§ **SUPPLIED INFORMATION**
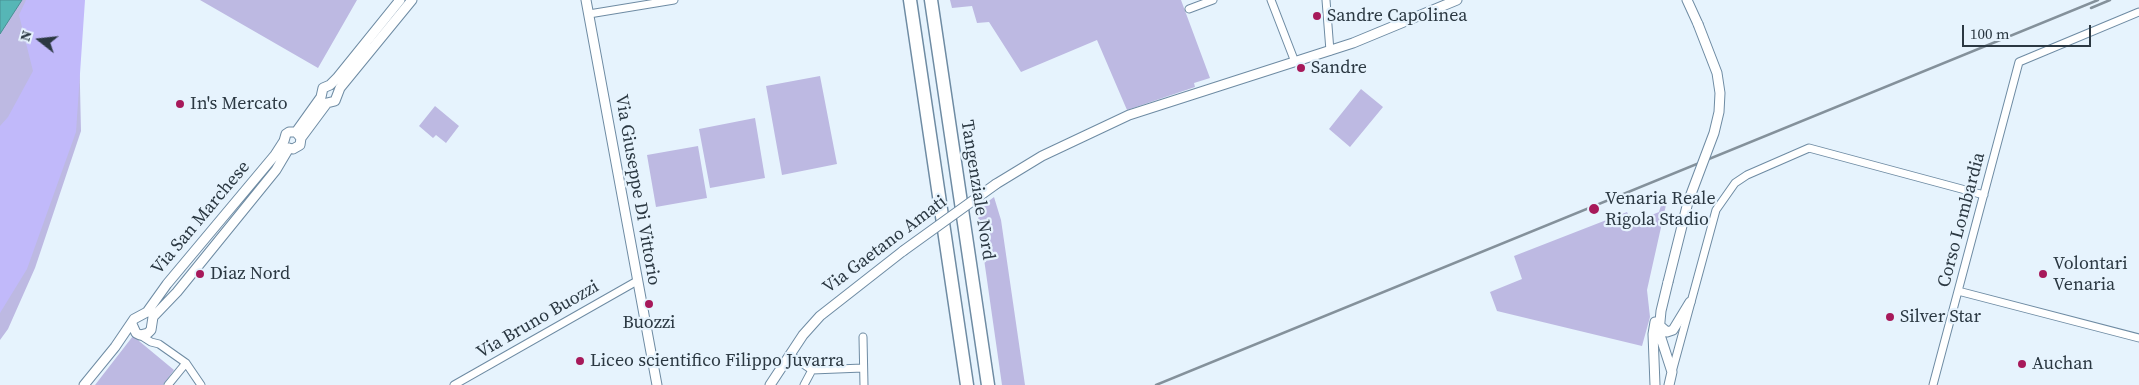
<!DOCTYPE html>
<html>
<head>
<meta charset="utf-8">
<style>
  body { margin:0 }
  #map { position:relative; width:2139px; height:385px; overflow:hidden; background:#e6f3fd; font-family:"Source Serif 4",serif }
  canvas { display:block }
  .north { position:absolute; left:15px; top:15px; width:50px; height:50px; -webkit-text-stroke:4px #e6f3fd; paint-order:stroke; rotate:286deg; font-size:14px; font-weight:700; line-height:20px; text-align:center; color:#2b3842 }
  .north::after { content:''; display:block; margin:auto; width:18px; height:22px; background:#2b3842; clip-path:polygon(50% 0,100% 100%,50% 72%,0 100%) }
  .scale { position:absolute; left:1962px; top:25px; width:129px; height:22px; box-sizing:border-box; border:2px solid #2b3842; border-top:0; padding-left:6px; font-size:15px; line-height:18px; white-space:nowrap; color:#2b3842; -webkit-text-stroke:4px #e6f3fd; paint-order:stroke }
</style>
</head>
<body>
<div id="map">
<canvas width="2139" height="385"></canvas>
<div class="north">N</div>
<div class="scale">100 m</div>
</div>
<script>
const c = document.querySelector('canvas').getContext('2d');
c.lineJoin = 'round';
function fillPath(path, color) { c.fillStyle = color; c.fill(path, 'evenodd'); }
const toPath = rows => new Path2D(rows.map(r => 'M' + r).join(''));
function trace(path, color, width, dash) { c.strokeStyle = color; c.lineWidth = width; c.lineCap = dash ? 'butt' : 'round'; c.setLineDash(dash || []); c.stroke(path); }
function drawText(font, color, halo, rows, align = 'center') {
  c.font = font + ' "Source Serif 4",serif'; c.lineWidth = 4.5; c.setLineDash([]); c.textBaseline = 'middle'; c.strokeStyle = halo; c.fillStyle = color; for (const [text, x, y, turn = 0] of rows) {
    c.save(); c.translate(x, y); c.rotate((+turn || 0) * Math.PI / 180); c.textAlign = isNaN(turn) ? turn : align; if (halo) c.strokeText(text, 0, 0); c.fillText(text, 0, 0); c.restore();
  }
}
fillPath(toPath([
  [0,0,78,0,81,131,35,268,8,329,0,340],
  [200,0,357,0,318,68],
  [950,0,1181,0,1210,78,1194,83,1195,87,1127,110,1097,40,1021,72,989,22,977,23,972,6,952,8],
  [820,76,837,164,782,175,766,86],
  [1361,89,1383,107,1350,147,1329,129],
  [435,106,459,126,446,143,436,135,433,138,419,126],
  [755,118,765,178,710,188,699,129],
  [698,146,707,198,656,207,647,155],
  [994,197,1001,220,1025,385,1002,385,977,210],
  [1663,199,1666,205,1647,290,1650,317,1642,346,1497,311,1490,292,1522,279,1514,256,1627,212,1632,223,1659,212],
  [133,336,174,370,163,385,95,385]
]), '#bdb9e2');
fillPath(toPath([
  [26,0,85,0,76,132,27,269,0,313,0,126,8,117,33,71,19,15]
]), '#c1b9fa');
const water = toPath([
  [0,0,22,0,0,34,0,0]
]);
fillPath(water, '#56b6b6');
trace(water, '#499093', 1);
const minor = toPath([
  [1271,0,1295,62],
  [1326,0,1330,51],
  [1189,9,1213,0],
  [589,14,674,0],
  [1958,291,2139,338],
  [140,335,151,342,159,344,186,363,201,385],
  [863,337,864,385],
  [790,355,812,370,863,368],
  [1672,372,1716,210,1735,183,1747,175,1809,148,1984,195],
  [168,385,186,363],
  [454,385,637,281],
  [804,385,812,370],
  [1933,385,2019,62,2139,12]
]);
const tertiary = toPath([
  [586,0,657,385],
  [1687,0,1698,24],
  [327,103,335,101,340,88,412,0],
  [296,132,321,97,323,88,330,85,337,78,400,0],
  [289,148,293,149,300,145,301,138,327,103],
  [996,184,1042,156,1129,115,1353,43,1457,0],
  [1668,282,1661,311,1659,332,1672,372,1669,385],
  [132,324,136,333,140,335,148,333,151,330,153,317,177,292,276,170,289,148],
  [1659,325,1667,332,1673,330,1690,302],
  [84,385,115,347,134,319,147,312,167,284,275,155,284,141,286,134,289,132,296,132,301,138],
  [770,385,803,335,820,316,903,251],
  [1655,385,1653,334,1655,322]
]);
const motorway = toPath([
  [910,0,967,385],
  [931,0,988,385]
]);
trace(minor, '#6e8ba3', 9);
trace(tertiary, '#6e8ba3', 11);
trace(motorway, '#6e8ba3', 15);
trace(minor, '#fff', 7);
trace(tertiary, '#fff', 9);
trace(motorway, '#fff', 12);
trace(toPath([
  [2091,8,2110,0],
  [1156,385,2098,0]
]), '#84919b', 2.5);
const tertiaryBridge = toPath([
  [903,251,996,184],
  [1668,282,1688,202,1714,133,1719,112,1720,93,1717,73,1698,24]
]);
trace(tertiaryBridge, '#6e8ba3', 11, []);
trace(tertiaryBridge, '#fff', 9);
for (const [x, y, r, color] of [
  [1317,16,5,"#a7195a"],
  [1301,68,5,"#a7195a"],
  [180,104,5,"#a7195a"],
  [1594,209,6,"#a7195a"],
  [200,274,5,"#a7195a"],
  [2043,274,5,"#a7195a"],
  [649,304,5,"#a7195a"],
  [1890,317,5,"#a7195a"],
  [580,361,5,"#a7195a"],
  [2022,364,5,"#a7195a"]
]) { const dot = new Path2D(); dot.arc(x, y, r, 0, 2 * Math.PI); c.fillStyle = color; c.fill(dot); trace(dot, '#e6f3fd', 2); }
drawText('18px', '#2b3842', '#e6f3fd', [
  ["Sandre Capolinea",1327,16],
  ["Sandre",1311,68],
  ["In's Mercato",190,104],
  ["Venaria Reale",1605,199],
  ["Rigola Stadio",1605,220],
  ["Volontari",2053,264],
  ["Venaria",2053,285],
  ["Diaz Nord",210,274],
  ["Silver Star",1900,317],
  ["Buozzi",649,323,"center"],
  ["Liceo scientifico Filippo Juvarra",590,361],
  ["Auchan",2032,364]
], 'left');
drawText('18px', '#2b3842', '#e6f3fd', [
  ["Via Giuseppe Di Vittorio",637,190,80],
  ["Tangenziale Nord",977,190,81],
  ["Via San Marchese",201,218,-50],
  ["Corso Lombardia",1962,220,-75],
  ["Via Gaetano Amati",885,245,-37],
  ["Via Bruno Buozzi",538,320,-30]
]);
</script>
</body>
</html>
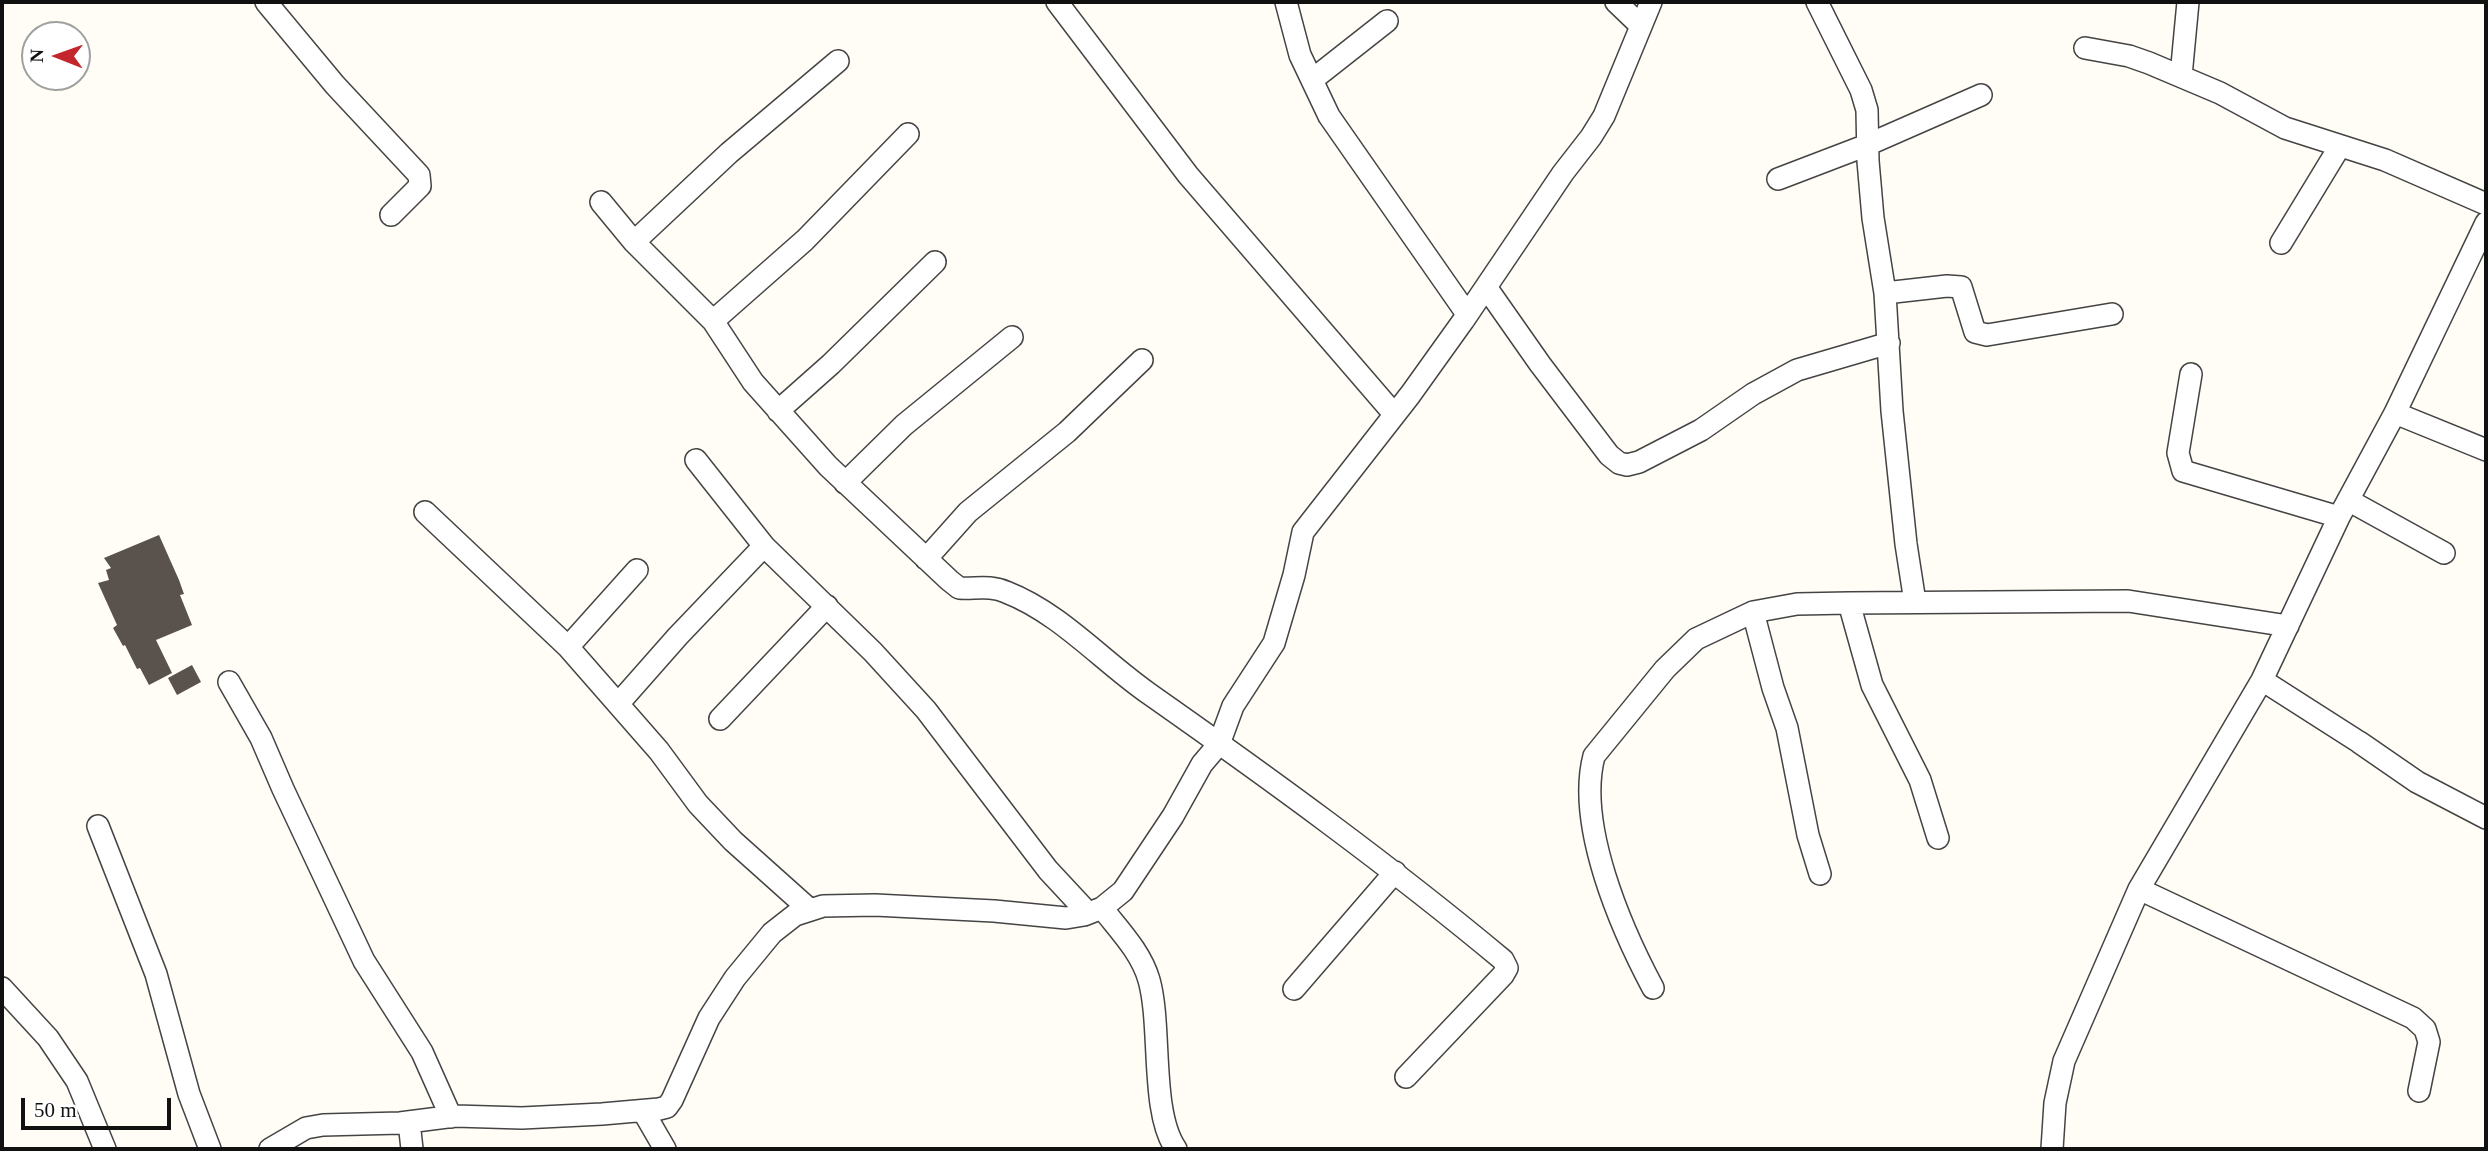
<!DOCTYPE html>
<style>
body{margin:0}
#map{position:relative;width:2488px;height:1151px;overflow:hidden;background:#fffdf5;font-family:Georgia,serif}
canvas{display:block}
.frame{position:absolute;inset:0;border:4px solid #111;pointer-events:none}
.north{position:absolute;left:21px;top:21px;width:70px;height:70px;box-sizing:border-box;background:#fff;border:2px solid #a0a0a0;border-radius:50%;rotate:271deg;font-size:19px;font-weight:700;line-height:28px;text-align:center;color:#111}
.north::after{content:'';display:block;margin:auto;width:24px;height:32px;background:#c4262e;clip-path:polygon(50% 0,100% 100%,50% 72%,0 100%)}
.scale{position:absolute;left:21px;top:1098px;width:150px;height:32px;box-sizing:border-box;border:4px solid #111;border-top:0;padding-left:9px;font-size:21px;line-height:24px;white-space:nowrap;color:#111;-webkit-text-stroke:5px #fff;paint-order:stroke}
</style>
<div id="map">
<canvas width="2488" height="1151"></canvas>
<div class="frame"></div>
<div class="north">N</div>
<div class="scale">50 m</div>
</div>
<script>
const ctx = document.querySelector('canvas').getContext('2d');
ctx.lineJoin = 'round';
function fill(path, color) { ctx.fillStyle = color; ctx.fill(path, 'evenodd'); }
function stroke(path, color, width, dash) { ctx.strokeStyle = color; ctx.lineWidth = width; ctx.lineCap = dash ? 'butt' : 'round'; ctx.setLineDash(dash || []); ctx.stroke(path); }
fill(new Path2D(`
 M 159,535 L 179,580 L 184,594 L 180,595 L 192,625 L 156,640 L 172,673 L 149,685 L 140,668 L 137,669 L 125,645 L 123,646 L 113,628 L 117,625 L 98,583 L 109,580 L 106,570 L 111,568 L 104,558 Z
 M 192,665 L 201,682 L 177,695 L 168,678 Z`), '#5a524d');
const minor = new Path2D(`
 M 266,2 L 335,85 L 419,175 L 420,186 L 391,215
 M 1057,2 L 1188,175 L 1394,414
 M 1286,2 L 1300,55 L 1329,116 L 1467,314
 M 1616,2 L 1640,25
 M 1817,2 L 1861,90 L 1867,110 L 1868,161 L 1873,218 L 1885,293 L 1892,411 L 1906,544 L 1915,602
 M 2085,48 L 2129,56 L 2149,63 L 2220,93 L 2285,128 L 2385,160 L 2486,204
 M 2181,76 L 2188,2
 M 1312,80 L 1387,21
 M 1778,179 L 1867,145 L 1981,95
 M 601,202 L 634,242 L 713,321 L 753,382 L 828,466 L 949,580 L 959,588 C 976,589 990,585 1006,592 C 1060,613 1101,660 1148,693 C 1269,778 1389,865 1503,960 L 1507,968 L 1503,975 L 1406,1077
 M 634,242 L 729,153 L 838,61
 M 2281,243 L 2340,146
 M 1486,287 L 1540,364 L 1609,455 L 1619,463 L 1627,465 L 1639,462 L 1701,430 L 1753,394 L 1797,370 L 1889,343
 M 1885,293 L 1947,286 L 1961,287 L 1975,332 L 1987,335 L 2112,314
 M 713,321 L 805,240 L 908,134
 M 2191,374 L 2178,453 L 2183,471 L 2339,517
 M 778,411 L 831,364 L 935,262
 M 2395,413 L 2486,450
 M 696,460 L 764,546 L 873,652 L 926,710 L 1048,870 L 1088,913
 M 845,483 L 904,425 L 1012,337
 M 2348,500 L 2444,553
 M 425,512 L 568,647 L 659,751 L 698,804 L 733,841 L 809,909
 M 926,559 L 968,512 L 1067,432 L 1142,360
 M 1849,603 L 1872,685 L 1920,780 L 1938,838
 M 1753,612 L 1773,688 L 1787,728 L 1808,835 L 1820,874
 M 568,647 L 637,570
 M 2262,680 L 2359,742 L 2417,782 L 2486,818
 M 229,682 L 261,738 L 283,789 L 364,961 L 422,1052 L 451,1117
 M 618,704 L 678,636 L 764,546
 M 720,719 L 827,606
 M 98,826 L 156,974 L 189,1094 L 210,1149
 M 2139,889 L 2413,1018 L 2425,1029 L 2429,1042 L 2419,1091
 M 1102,908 C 1119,930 1141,952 1149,980 C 1162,1026 1150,1112 1176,1149
 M 2,988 L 48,1038 L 77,1081 L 105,1149
 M 1653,988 C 1621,928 1576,825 1594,756 L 1665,669 L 1696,639 L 1753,612 L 1797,604 L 1849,603 L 2128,601 L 2288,626
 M 1294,989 L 1395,872
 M 643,1111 L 665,1149
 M 409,1122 L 412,1149
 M 270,1149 L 306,1128 L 323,1125 L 400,1123 L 455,1116 L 522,1118 L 602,1114 L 659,1109 L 667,1107 L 672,1100 L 709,1018 L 735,978 L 772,933 L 795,915 L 823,906 L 875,905 L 994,911 L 1066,918 L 1084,915 L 1102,908 L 1123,891 L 1173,816 L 1202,764 L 1219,744 L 1233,706 L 1274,643 L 1294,575 L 1303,532 L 1410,395 L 1463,321 L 1563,173 L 1591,137 L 1604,116 L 1651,2
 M 2052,1149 L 2055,1103 L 2064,1061 L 2139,889 L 2262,680 L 2339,517 L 2395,413 L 2486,223`);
stroke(minor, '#444', 24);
stroke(minor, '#fff', 21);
</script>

§ **EXERCISE PROMPT**
Write out, word for word, the lines from the first line of the entries through the one containing "position:absolute; left:15px; top:15px;", both included. Leave out the pictures.

§ **EXPECTED ANSWER**
<!DOCTYPE html>
<html>
<head>
<meta charset="utf-8">
<style>
  body { margin:0 }
  #map { position:relative; width:2139px; height:385px; overflow:hidden; background:#e6f3fd; font-family:"Source Serif 4",serif }
  canvas { display:block }
  .north { position:absolute; left:15px; top:15px; width:50px; height:50px; -webkit-text-stroke:4px #e6f3fd; paint-order:stroke; rotate:286deg; font-size:14px; font-weight:700; line-height:20px; text-align:center; color:#2b3842 }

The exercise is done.